Friday, March 6, 2015

meaning motion fans fresh our wits with wonder - quite true, Gerard Manley Hopkins, all too true.

How few poems Gerard Manley Hopkins wrote, or how few survived, I mean.  Forty-nine poems that fit in fifty-seven pages (and “The Wreck of the Deutschland" is by itself twelve pages) in the Penguin Classics edition, plus another twenty-two pages of early poems and fragments.  The bulk of the book is filled out with prose, mostly letters.

I say “filled out” as if the letters and journal entries are filler, but they are almost as good as those of – I want to say Keats, but that is not right – let’s go with Swinburne.  And perhaps more useful, since Hopkins defines his specialized vocabulary – “instress” and “quains” and “inscape” and so on – “The bluebells in your hand baffle you with their inscape, made to every sense” (May 9, 1871).  Maybe that is not so useful, actually; maybe the poems do all right without worrying about Hopkins’s accents and sprung rhythms.

from Henry Purcell

Have fair fallen, O fair, fair have fallen, so dear
To me, so arch especial a spirit as heaves in Henry Purcell,
An age is now passed, since parted; with the reversal
Of the outward sentence low lays him, listed to a heresy, here.  (ll. 1-4, written 1879)

“[S]ix stresses to the line,” and I suppose it does help to know that the rhythm is unusual, for example that in the first line every syllable beginning with an “f” gets a stress (“dear” is the sixth).  Still, there are other ways to make the lines sound good.

Maybe it is more important that mostly at the urging of his friend Robert Bridges, Hopkins uses his letters to explain his meaning.  “The sonnet on Purcell means this: 1-4. I hope Purcell is not damned for being a Protestant, because I love his genius” (Penguin notes, p. 231).  Or maybe I would rather not have known that.  How many of the Modernists who fell in love with Hopkins once his poems were published in 1918 really bothered to figure out what he meant. Purcell has turned into a “stormfowl”:

The thunder purple seabeach, plumèd purple-of-thunder,
If a wuthering of his palmy snow pinions scatter a colossal smile
Off him, but meaning motion fans fresh our wits with wonder.  (ll. 12-14)

“The sonnet (I say snorting) aims at being intelligible” (246), writes Hopkins to Bridges about a later poem; that one does come pretty close, although at the cost of some of the pure Hopkins voice, the lines like “Fall, gall themselves, and gash gold-vermilion” (“The Windhover” l. 14) and

As a dare-gale skylark scanted in a dull cage
    Man’s mounting spirit in his bone-house, mean house, dwells –
    That bird beyond the remembering his free fells;
This in drudgery, day-labouring-out life’s age. (“The Caged Skylark” ll. 1-4)

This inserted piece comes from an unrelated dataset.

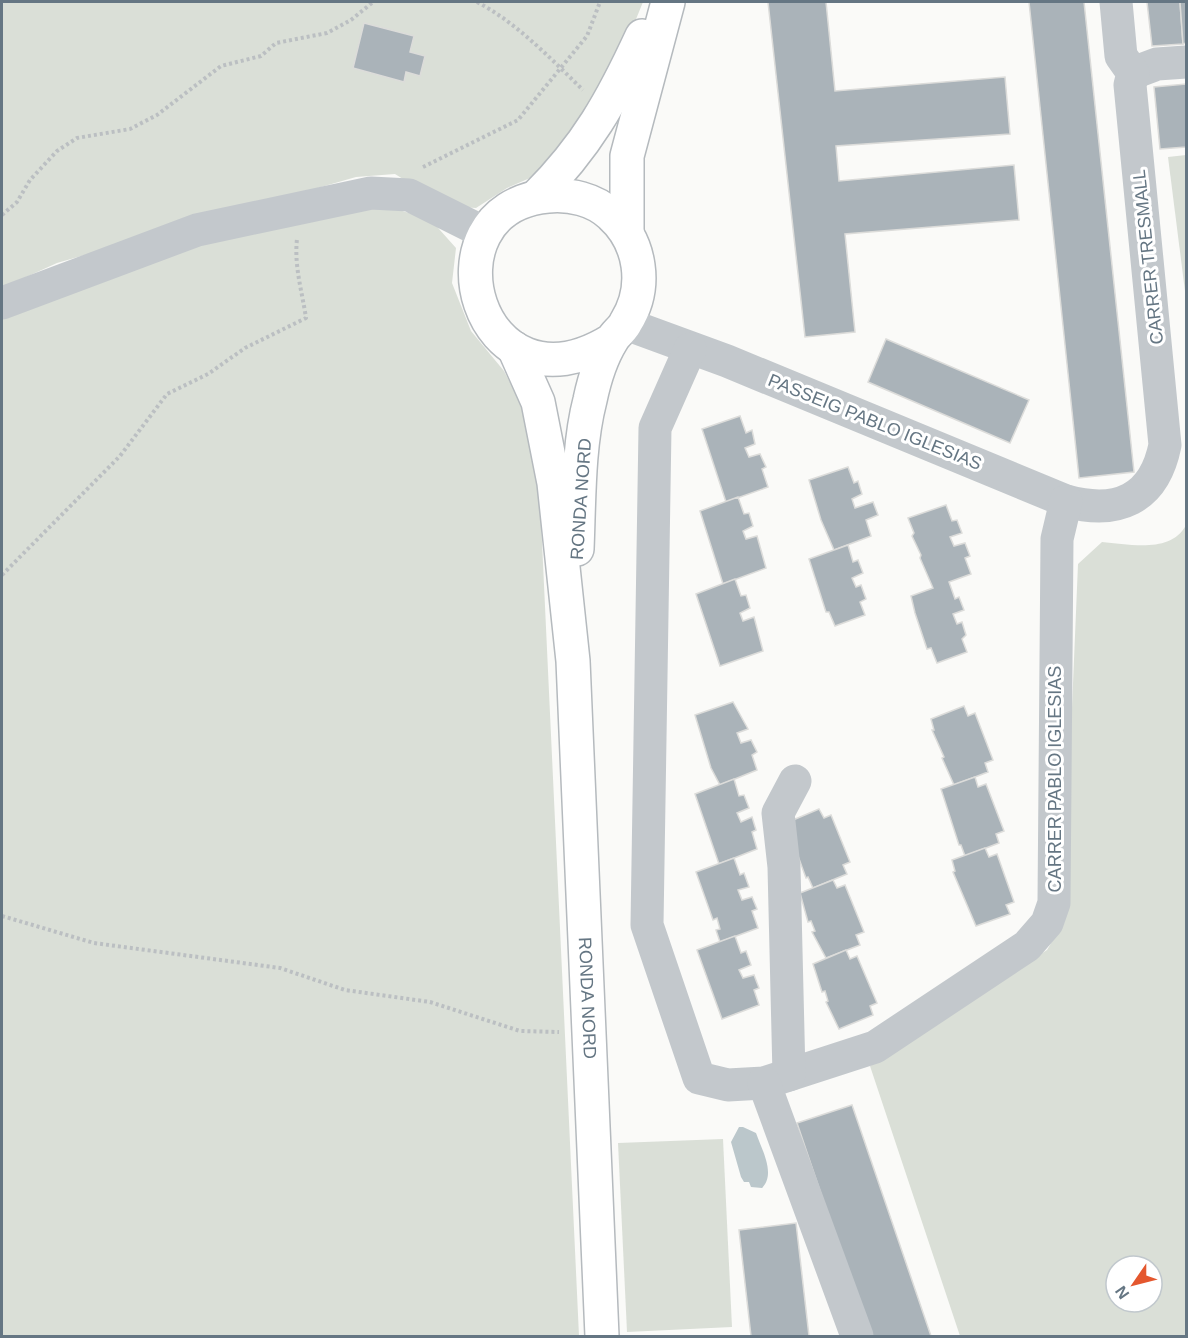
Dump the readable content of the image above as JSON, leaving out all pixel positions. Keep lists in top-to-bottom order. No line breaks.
{"streets":{"main road":["RONDA NORD"],"street":["CARRER TRESMALL","PASSEIG PABLO IGLESIAS","CARRER PABLO IGLESIAS"]},"crossings":[["CARRER TRESMALL","PASSEIG PABLO IGLESIAS"],["PASSEIG PABLO IGLESIAS","RONDA NORD"],["PASSEIG PABLO IGLESIAS","CARRER PABLO IGLESIAS"]],"north":"bottom left"}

I wonder how many errors I have introduced into these lines. I know “free fells” must be correct because of the rhyme.  It does not look right.

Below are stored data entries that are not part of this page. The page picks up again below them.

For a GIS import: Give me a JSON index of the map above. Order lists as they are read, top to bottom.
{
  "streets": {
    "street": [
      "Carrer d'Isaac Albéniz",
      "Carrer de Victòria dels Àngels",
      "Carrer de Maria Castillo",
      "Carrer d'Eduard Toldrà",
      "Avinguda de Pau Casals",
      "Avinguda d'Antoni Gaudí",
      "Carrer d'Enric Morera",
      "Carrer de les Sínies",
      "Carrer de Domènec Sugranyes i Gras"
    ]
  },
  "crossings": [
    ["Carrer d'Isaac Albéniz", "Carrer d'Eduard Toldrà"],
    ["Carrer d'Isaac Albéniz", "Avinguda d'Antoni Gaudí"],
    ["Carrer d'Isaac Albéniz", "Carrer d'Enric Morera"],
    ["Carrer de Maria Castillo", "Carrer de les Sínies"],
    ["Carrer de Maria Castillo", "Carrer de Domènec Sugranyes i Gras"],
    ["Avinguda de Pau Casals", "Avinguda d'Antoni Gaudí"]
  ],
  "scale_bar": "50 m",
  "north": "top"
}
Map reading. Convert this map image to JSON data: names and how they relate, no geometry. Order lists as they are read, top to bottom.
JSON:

Reading some of the contemporaries of Hopkins, especially Swinburne, or maybe I mean Lewis Carroll, has made Hopkins look a little less strange to me.  He is still pretty strange.


  1. I am always impressed by the ways Hopkins pushed and pulled, stretched and compressed rhythms and sounds by means of unique diction choices and arrangements. My favorite is "God's Grandeur." When I have assigned Hopkins poems to students, the response is usually one of bewilderment but a respectful awareness of something different and important. (Note: I suppose that is another way of describing encounters with the Holy Spirit. Hmmmm.)

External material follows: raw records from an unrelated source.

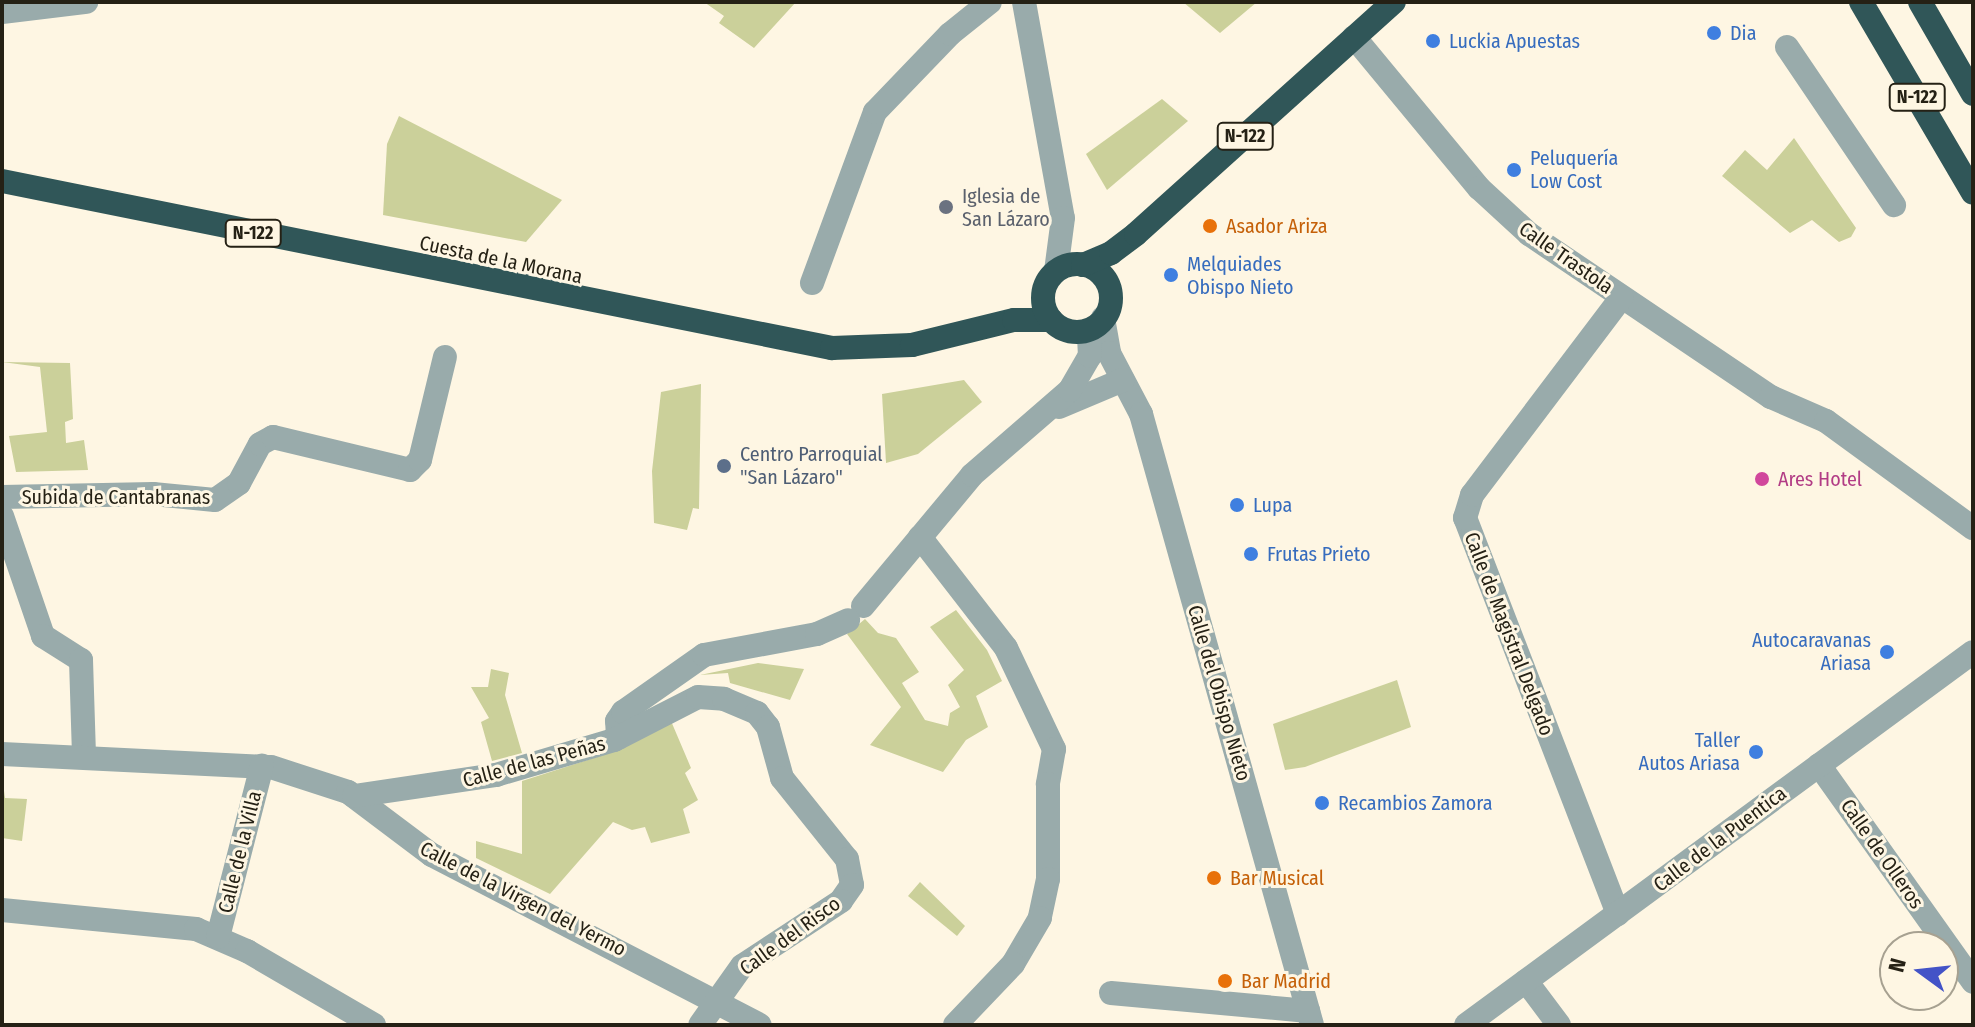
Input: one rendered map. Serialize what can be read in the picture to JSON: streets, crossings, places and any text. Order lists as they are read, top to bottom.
{
  "streets": {
    "highway": ["N-122", "Cuesta de la Morana"],
    "street": [
      "Calle Trastola",
      "Subida de Cantabranas",
      "Calle de Magistral Delgado",
      "Calle del Obispo Nieto",
      "Calle de las Peñas",
      "Calle de la Puentica",
      "Calle de la Villa",
      "Calle de Olleros",
      "Calle de la Virgen del Yermo",
      "Calle del Risco"
    ]
  },
  "crossings": [
    ["N-122", "Calle Trastola"],
    ["N-122", "Cuesta de la Morana"],
    ["N-122", "Calle del Obispo Nieto"],
    ["Calle Trastola", "Calle de Magistral Delgado"],
    ["Cuesta de la Morana", "Calle del Obispo Nieto"],
    ["Calle de Magistral Delgado", "Calle de la Puentica"],
    ["Calle de las Peñas", "Calle de la Virgen del Yermo"],
    ["Calle de las Peñas", "Calle del Risco"],
    ["Calle de la Puentica", "Calle de Olleros"],
    ["Calle de la Villa", "Calle de la Virgen del Yermo"],
    ["Calle de la Virgen del Yermo", "Calle del Risco"]
  ],
  "places": [
    "Dia",
    "Luckia Apuestas",
    "Peluquería Low Cost",
    "Iglesia de San Lázaro",
    "Asador Ariza",
    "Melquiades Obispo Nieto",
    "Centro Parroquial \"San Lázaro\"",
    "Ares Hotel",
    "Lupa",
    "Frutas Prieto",
    "Autocaravanas Ariasa",
    "Taller Autos Ariasa",
    "Recambios Zamora",
    "Bar Musical",
    "Bar Madrid"
  ],
  "north": "left"
}
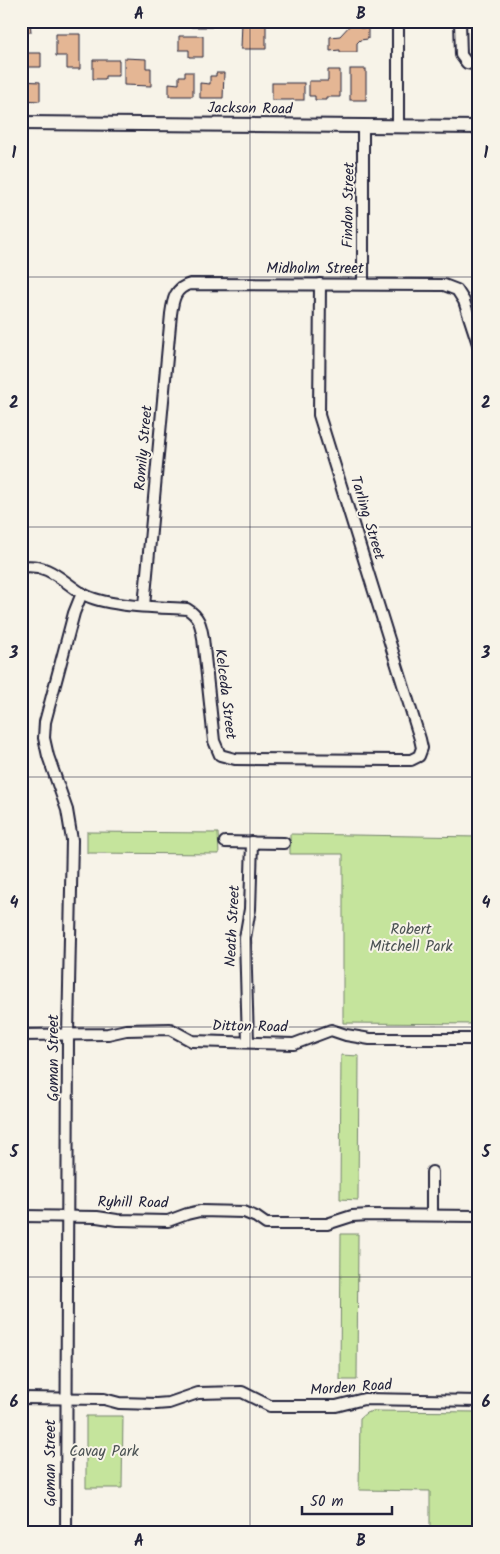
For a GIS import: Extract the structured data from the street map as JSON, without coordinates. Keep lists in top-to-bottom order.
{
  "streets": {
    "street": [
      "Jackson Road",
      "Findon Street",
      "Midholm Street",
      "Romily Street",
      "Tarling Street",
      "Kelceda Street",
      "Neath Street",
      "Ditton Road",
      "Goman Street",
      "Ryhill Road",
      "Morden Road"
    ]
  },
  "crossings": [
    ["Jackson Road", "Findon Street"],
    ["Findon Street", "Midholm Street"],
    ["Midholm Street", "Romily Street"],
    ["Midholm Street", "Tarling Street"],
    ["Romily Street", "Kelceda Street"],
    ["Tarling Street", "Kelceda Street"],
    ["Kelceda Street", "Goman Street"],
    ["Neath Street", "Ditton Road"],
    ["Ditton Road", "Goman Street"],
    ["Goman Street", "Ryhill Road"],
    ["Goman Street", "Morden Road"]
  ],
  "parks": ["Robert Mitchell Park", "Cavay Park"],
  "scale_bar": "50 m",
  "grid": {
    "columns": ["A", "B"],
    "rows": [
      "1",
      "2",
      "3",
      "4",
      "5",
      "6"
    ]
  }
}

  2. Read in order, "God's Grandeur" looks like the poem where Hopkins became a great poet. Nice to hear that undergraduates have not become immune to Hopkins.

  3. OK, my dictionary tells me quain means: "adjective describing anything that is crazy and out of control." Is that Hopkins' definition too? Or am I looking at something else? And if I got it right, what is describing as crazy and out of control?

  4. Also, when I look up stormfowl in Yahoo, the second hit is Hopkins' poem to Henry Purcell; it's like that joke in Pale Fire.

  5. For Hopkins, "'quain' means something like the angular excrescences of the conventional star-shape, or any similar pinked, 'fretted', or 'lacy' scaping" (Penguin 249). That starts out helpful and then falls apart. Hopkins uses "starriness" as a semi-synonym. Clouds can have "quains," trees have "quains," and Hopkins wants his own poems to have "quains." Inscapes with quains are likely to have a lot of instress, which is a good thing - beauty, sublimity, insights, all of that stuff.

    Hopkins was a neologist, which leads to a lot of circles. He means the thing he means.